Moreover local councils and industry groups are now on their case in a big way. In UK the British Hospitality Association is trying to get Airbnb to be more transparent, accede to health and safety regulations and get property owners to pay full taxes. SEE
In the US voices are asking if Airbnb will go the way of Napster HERE
How does all this sit with an expected market capitalization of around $25 billion, you may ask?
For that matter what about Priceline (the holding company for Booking.com, Priceline, Agoda, kayak, rentalcars ond opentable) – how does their market capitalization of $54billion stand up against their gross turnover of about $9billion a year?
Or Tripadvisor (who have now been revealed in their true colours as a red in tooth and claw OTA ) with a market cap of $10billion of and gross turnover of $1.4billion a year
You may think that there is another game at play, with no regard for real world economics.
You may be right, but you may also consider that there is a much bigger game in play.
The formula for each OTA is pretty much the same. They list tourism businesses, promote their lists to the general public and charge the tourism businesses between 15% and 25% for any business the get for them.
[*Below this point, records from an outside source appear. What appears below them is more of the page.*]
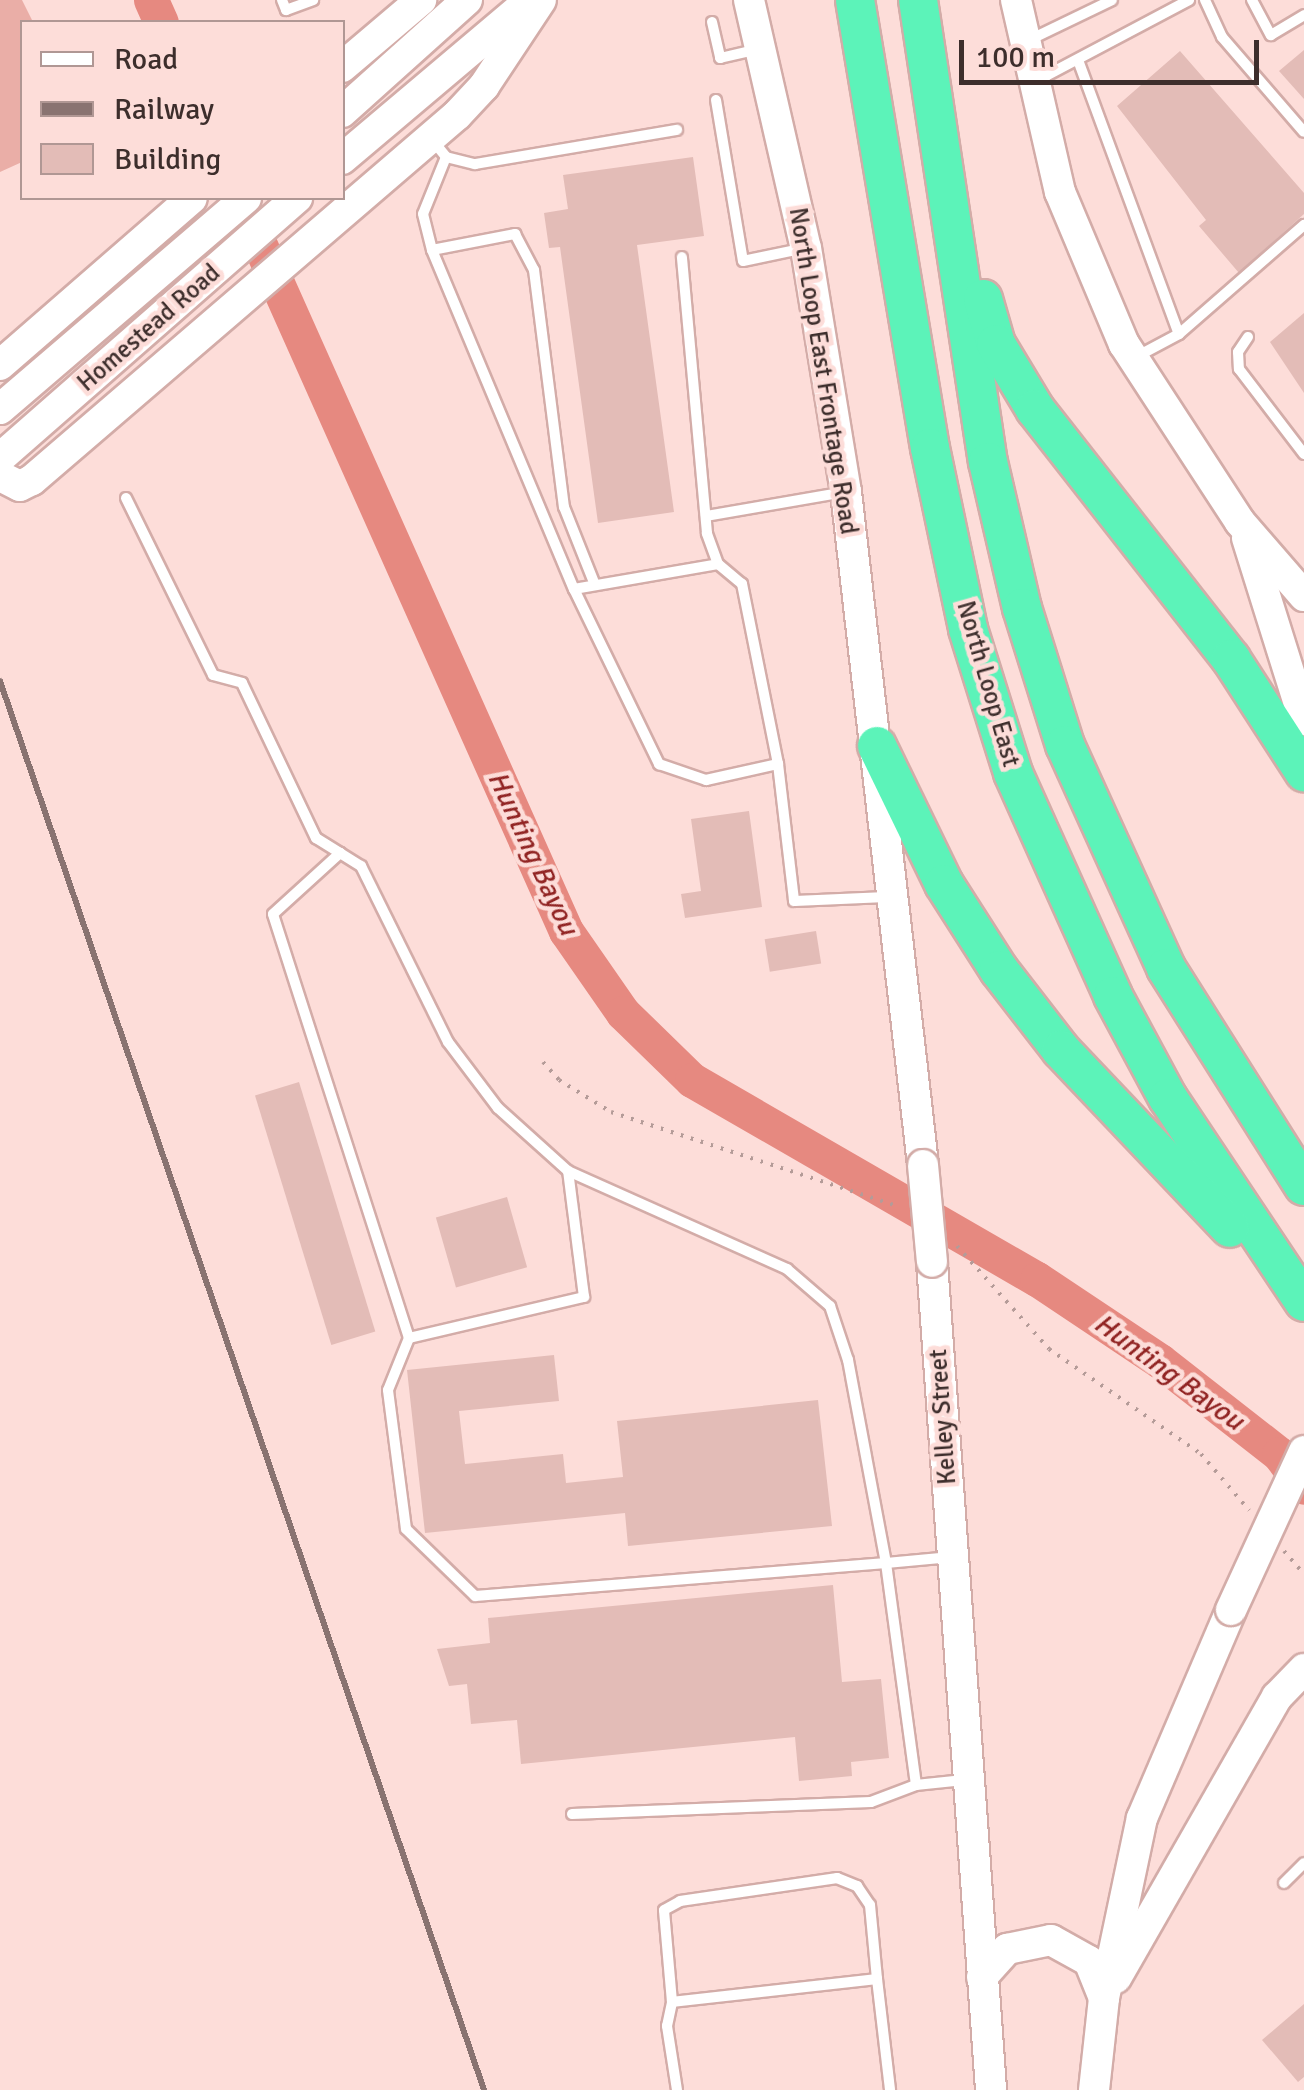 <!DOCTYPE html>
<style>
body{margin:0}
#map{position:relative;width:1304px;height:2090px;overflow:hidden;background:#fdddd9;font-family:Signika,sans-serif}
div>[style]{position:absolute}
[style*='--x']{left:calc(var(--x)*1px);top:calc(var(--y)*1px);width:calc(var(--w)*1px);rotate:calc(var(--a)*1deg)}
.green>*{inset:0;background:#eaaea7}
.river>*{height:35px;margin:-17.5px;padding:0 17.5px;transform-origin:17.5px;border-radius:17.5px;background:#e68980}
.building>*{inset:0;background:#e3bcb7;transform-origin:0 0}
.path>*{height:4px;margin-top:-2px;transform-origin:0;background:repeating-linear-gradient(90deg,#b49b98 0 2.5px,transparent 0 10.5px)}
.roads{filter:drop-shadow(2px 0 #d3aca8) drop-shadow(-2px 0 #d3aca8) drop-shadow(0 2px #d3aca8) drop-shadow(0 -2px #d3aca8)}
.service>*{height:10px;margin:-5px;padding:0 5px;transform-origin:5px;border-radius:5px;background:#fff}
.secondary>*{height:30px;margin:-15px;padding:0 15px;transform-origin:15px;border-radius:15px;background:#fff}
.motorway>*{height:38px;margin:-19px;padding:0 19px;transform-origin:19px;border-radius:19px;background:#5cf3b9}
.rail>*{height:6px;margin:-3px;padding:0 3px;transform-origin:3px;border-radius:3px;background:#897371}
.bridges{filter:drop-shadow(2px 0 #d3aca8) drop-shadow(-2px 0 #d3aca8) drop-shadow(0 2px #d3aca8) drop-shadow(0 -2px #d3aca8)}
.secondary-bridge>*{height:30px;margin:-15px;padding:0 15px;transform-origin:15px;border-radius:15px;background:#fff}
span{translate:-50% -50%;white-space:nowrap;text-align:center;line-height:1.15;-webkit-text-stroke:9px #fdddd9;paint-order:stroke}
.street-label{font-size:25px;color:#3d2e2c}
.water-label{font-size:28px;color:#912423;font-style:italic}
.legend{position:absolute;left:20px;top:20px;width:325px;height:180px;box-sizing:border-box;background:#fdddd9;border:2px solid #b09794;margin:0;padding:12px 18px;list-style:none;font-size:30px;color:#3d2e2c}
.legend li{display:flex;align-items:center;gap:20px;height:50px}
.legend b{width:50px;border:2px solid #b09794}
.scale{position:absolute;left:959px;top:40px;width:300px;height:45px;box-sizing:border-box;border:5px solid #3d2e2c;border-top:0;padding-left:12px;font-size:30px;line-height:35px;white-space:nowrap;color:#3d2e2c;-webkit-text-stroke:8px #fdddd9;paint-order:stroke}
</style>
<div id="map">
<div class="green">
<div style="clip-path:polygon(0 0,22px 0,33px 22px,22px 22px,22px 162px,0 172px)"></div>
</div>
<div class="river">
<div style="--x:151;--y:0;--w:24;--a:66"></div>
<div style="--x:239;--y:198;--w:803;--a:65.96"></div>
<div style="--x:566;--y:931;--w:100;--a:55.2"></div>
<div style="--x:623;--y:1013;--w:96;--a:44.2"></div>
<div style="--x:692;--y:1080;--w:398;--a:30"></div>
<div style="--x:1037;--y:1279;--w:148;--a:33.7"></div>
<div style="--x:1160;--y:1361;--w:151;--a:38"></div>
<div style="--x:1279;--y:1454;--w:41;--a:52.9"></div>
</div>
<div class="building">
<div style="clip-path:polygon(1304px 50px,1304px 99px,1279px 71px)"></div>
<div style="clip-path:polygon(1180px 51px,1304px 193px,1304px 214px,1239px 273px,1199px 226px,1206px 220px,1117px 106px)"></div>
<div style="clip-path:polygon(693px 157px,704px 236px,637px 245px,674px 512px,598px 523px,560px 247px,549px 248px,544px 213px,568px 209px,563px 175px)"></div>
<div style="clip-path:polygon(1304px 313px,1304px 393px,1270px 342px)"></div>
<div style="clip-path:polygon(749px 811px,762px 907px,685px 918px,681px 894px,701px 891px,691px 819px)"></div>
<div style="left:816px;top:931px;width:33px;height:52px;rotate:81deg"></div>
<div style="left:299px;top:1082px;width:261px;height:46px;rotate:73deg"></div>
<div style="left:507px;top:1197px;width:73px;height:74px;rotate:74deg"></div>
<div style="clip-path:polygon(554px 1355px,559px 1401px,459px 1411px,465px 1464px,563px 1454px,566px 1483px,623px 1477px,617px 1421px,818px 1400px,832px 1526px,628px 1546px,625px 1513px,425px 1533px,407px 1370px)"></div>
<div style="clip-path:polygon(833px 1585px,842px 1682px,881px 1679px,889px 1758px,851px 1762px,852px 1776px,799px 1781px,795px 1737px,521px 1764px,517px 1720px,471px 1724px,467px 1684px,449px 1686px,437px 1649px,490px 1643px,488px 1618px)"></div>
<div style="clip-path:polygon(1304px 2004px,1304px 2077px,1298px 2082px,1262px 2040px)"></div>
</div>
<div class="path">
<div style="--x:543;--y:1062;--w:24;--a:48"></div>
<div style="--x:559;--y:1080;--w:61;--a:31.6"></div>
<div style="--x:611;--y:1112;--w:304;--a:18.2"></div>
<div style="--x:957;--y:1246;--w:138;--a:48.2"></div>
<div style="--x:1049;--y:1349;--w:185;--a:34.6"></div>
<div style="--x:1201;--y:1454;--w:74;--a:49.4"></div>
<div style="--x:1284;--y:1551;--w:30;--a:49"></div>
</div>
<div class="roads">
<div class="service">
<div style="--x:282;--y:0;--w:11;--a:68"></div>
<div style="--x:286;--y:10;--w:29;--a:-20"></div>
<div style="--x:1205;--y:0;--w:41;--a:65.3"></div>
<div style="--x:1222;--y:37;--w:125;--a:49.2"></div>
<div style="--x:1252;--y:0;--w:40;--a:62"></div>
<div style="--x:1271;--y:35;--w:39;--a:-31"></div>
<div style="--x:712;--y:22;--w:37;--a:77"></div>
<div style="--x:720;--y:58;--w:36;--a:-13"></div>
<div style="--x:1029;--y:40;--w:92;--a:-25.7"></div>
<div style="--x:1078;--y:60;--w:292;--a:69.8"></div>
<div style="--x:1038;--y:80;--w:171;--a:-27.9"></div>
<div style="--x:716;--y:100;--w:163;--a:80.5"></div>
<div style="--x:743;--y:261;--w:63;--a:-11.8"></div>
<div style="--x:434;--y:142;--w:19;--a:51"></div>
<div style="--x:446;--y:157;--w:61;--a:112"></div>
<div style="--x:423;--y:214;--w:37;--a:76"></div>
<div style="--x:432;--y:250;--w:368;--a:67.3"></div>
<div style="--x:574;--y:589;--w:195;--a:64.1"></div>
<div style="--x:659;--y:764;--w:50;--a:18.8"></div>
<div style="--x:706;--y:780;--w:74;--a:-12.5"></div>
<div style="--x:778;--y:764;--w:184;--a:-101.3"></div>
<div style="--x:742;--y:584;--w:31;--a:-140"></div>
<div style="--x:718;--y:564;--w:33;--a:-110"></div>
<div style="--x:707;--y:533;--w:277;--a:-95.2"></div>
<div style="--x:446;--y:157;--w:30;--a:14"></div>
<div style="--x:475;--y:164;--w:205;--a:-9.6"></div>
<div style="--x:432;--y:250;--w:85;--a:-10.9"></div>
<div style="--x:515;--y:234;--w:41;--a:62.2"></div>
<div style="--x:534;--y:270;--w:239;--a:82.8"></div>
<div style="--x:564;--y:507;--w:84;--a:68.3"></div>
<div style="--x:1248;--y:337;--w:18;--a:124"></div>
<div style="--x:1238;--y:352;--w:17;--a:87"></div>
<div style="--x:1239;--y:369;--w:107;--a:52.6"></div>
<div style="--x:1134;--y:358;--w:51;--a:-28.1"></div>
<div style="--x:1179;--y:334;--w:166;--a:-41.1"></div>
<div style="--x:126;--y:498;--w:197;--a:63.8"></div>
<div style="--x:213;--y:675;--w:30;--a:15"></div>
<div style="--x:242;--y:683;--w:172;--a:64.5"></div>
<div style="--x:316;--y:838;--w:28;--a:32"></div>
<div style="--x:340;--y:853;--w:25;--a:32"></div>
<div style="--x:361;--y:866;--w:196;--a:63.7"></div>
<div style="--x:448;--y:1042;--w:83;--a:52.9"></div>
<div style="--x:498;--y:1108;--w:94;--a:42"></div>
<div style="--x:568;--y:1171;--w:240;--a:24.1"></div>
<div style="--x:787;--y:1269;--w:57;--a:40.7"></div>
<div style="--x:830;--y:1306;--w:57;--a:71.6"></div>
<div style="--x:848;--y:1360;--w:207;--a:79.4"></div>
<div style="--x:886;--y:1563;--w:412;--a:175.4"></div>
<div style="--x:475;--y:1596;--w:96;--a:-135.8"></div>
<div style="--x:406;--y:1529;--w:140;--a:-97.4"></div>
<div style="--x:388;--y:1390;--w:56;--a:-68"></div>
<div style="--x:409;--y:1338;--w:445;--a:-107.8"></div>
<div style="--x:273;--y:914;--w:91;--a:-42.3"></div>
<div style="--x:706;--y:516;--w:141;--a:-9.8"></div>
<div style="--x:574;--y:589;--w:146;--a:-9.8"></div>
<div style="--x:778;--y:764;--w:138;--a:83.3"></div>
<div style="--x:794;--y:901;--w:93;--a:-2.5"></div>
<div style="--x:409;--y:1338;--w:180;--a:-13.2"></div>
<div style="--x:584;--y:1297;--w:127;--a:-97.2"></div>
<div style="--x:951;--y:1557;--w:65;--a:174.7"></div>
<div style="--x:886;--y:1563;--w:224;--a:82.3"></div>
<div style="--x:916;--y:1785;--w:48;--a:-5.9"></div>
<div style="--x:572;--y:1814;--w:299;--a:-2.3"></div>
<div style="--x:871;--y:1802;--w:48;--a:-20.7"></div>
<div style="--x:1284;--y:1883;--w:28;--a:-45"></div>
<div style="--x:672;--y:2002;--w:92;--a:-95"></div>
<div style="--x:664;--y:1910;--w:18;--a:-29"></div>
<div style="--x:680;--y:1901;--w:159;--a:-8.3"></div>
<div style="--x:837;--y:1878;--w:22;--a:22"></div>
<div style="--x:857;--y:1886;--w:23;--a:56"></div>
<div style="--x:870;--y:1905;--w:74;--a:84.6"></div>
<div style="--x:677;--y:2090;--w:65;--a:-98.9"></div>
<div style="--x:667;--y:2026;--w:25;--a:-78"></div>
<div style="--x:672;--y:2002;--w:206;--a:-6.4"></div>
<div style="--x:877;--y:1979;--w:112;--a:83.3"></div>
</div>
<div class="secondary">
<div style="--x:749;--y:0;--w:254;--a:77.1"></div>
<div style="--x:806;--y:248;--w:247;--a:80.7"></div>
<div style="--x:846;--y:492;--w:677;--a:83.47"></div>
<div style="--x:1016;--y:0;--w:197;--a:77.1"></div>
<div style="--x:1060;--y:192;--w:165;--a:67.2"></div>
<div style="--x:1124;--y:344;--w:212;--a:56.9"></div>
<div style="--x:1240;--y:522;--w:98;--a:49.1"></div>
<div style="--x:342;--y:67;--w:104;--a:-40.3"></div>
<div style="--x:342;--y:112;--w:168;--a:-41.9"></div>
<div style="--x:342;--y:159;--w:246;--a:-40.2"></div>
<div style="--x:0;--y:365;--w:254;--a:-41"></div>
<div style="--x:0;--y:409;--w:324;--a:-40.6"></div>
<div style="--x:0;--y:458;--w:395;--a:-41.2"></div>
<div style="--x:0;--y:476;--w:22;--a:27"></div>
<div style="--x:20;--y:486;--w:13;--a:-27"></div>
<div style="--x:32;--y:480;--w:560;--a:-40.66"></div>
<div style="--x:457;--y:115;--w:40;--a:-47"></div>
<div style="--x:484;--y:86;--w:103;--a:-56.5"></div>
<div style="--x:1247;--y:538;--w:191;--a:72.6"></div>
<div style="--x:932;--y:1262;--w:830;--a:85.92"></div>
<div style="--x:982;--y:1977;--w:38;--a:-48"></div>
<div style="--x:1007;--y:1949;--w:45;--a:-11.6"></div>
<div style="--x:1051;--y:1940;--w:43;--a:28.9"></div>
<div style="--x:1089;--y:1961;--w:40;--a:68"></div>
<div style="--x:1116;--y:1978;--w:324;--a:-60.2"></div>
<div style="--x:1277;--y:1697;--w:39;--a:-46"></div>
<div style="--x:1094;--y:2090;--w:93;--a:-83.8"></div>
<div style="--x:1104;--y:1998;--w:184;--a:-78.1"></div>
<div style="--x:1142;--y:1818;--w:226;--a:-66.8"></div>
</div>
<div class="motorway">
<div style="--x:855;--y:0;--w:454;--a:80.5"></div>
<div style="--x:930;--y:448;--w:185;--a:78.1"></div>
<div style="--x:968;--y:629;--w:151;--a:72.6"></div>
<div style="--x:1013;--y:773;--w:244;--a:65.8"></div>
<div style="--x:1113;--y:996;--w:116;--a:61.7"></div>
<div style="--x:1168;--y:1098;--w:245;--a:56.3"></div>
<div style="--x:918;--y:0;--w:467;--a:81.4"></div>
<div style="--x:988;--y:462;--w:150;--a:76.9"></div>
<div style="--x:1022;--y:608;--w:144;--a:72.6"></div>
<div style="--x:1065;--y:745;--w:245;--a:65.6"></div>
<div style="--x:1166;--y:968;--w:258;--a:57.7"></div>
<div style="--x:983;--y:299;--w:47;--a:73.9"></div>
<div style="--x:996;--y:344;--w:76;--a:59"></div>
<div style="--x:1035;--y:409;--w:318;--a:51.9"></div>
<div style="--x:1231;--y:659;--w:135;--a:57.1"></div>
<div style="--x:877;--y:746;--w:153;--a:64.1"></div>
<div style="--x:944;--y:884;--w:102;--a:57.4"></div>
<div style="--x:999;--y:970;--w:101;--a:52.2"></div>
<div style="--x:1061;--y:1050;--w:245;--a:46.5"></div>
</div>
</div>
<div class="rail">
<div style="--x:0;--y:681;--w:1490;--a:71.04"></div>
</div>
<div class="bridges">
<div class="secondary-bridge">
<div style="--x:923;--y:1165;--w:97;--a:84.7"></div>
<div style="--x:1231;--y:1610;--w:175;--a:-65.3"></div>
</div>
</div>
<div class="street-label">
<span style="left:149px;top:328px;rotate:-41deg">Homestead Road</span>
<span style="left:823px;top:371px;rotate:81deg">North Loop East Frontage Road</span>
<span style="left:988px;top:684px;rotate:74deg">North Loop East</span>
<span style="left:943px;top:1417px;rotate:-94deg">Kelley Street</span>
</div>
<div class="water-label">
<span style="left:533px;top:853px;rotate:65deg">Hunting Bayou</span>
<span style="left:1169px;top:1372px;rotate:36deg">Hunting Bayou</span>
</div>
<ul class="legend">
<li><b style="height:12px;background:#fff"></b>Road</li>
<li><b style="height:12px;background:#897371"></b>Railway</li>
<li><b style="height:28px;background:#e3bcb7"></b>Building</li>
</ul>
<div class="scale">100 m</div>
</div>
They capture the data of potential guests and use it in their marketing, before, during and after booking. Generally they insist that the prices the tourism businesses charge on OTA sites is not undersold by the business owners themselves.
The reason that they are all powerful is that they are great at global PR, and that (in the eyes of the tourism businesses) they have bought the marketplace by spending massive amounts in web marketing – also, from the point of view of accommodation providers, they are an easy option to sell accommodation.
And another massive reason that they are powerful is that they don’t have to abide by the same rules of business that their clients (the tourism businesses, or the tourists for that matter) have to.
The OTAs are big money/web businesses owned by big money tech investors who cover the marketplace.
And one thing that they all have in common is their massive expenditure on web advertising. Priceline, for instance, is said to spend upwards of $2billion a year with Mr Google.
So let’s follow the money. The client pays the hotel, the hotel pays the OTA, the OTA pays Mr Google and the client’s data stays with the OTA.
Tech investors don’t usually only back one horse (or company) so an investor may well have interests in Priceline, Tripadvisor, Airbnb, Google and Facebook, so it would be very satisfying to see money in these companies circulating from one to the other making each company worth even more as the billions revitalize each profit and loss account in turn.
But, because every game of smoke and mirrors must ultimately end in reality, it is worthwhile looking at the situation, where it may lead and how destinations – the real homes of sustainability – may ultimately benefit.
In a vision of a sustainable tourism world, both empowered destination communities and visitors would benefit from tourism. Tourists would probably travel less and spend more in the destinations helping to sustain destination cultures, their societies, their built and natural environments. This whole activity would spawn good jobs and training for all. And not only the tourist’s money would sustain the destination – the reverence and appreciation which tourists would have for the destination’s beauty and history would make locals have more pride in their homes and their communities, empowering them in turn.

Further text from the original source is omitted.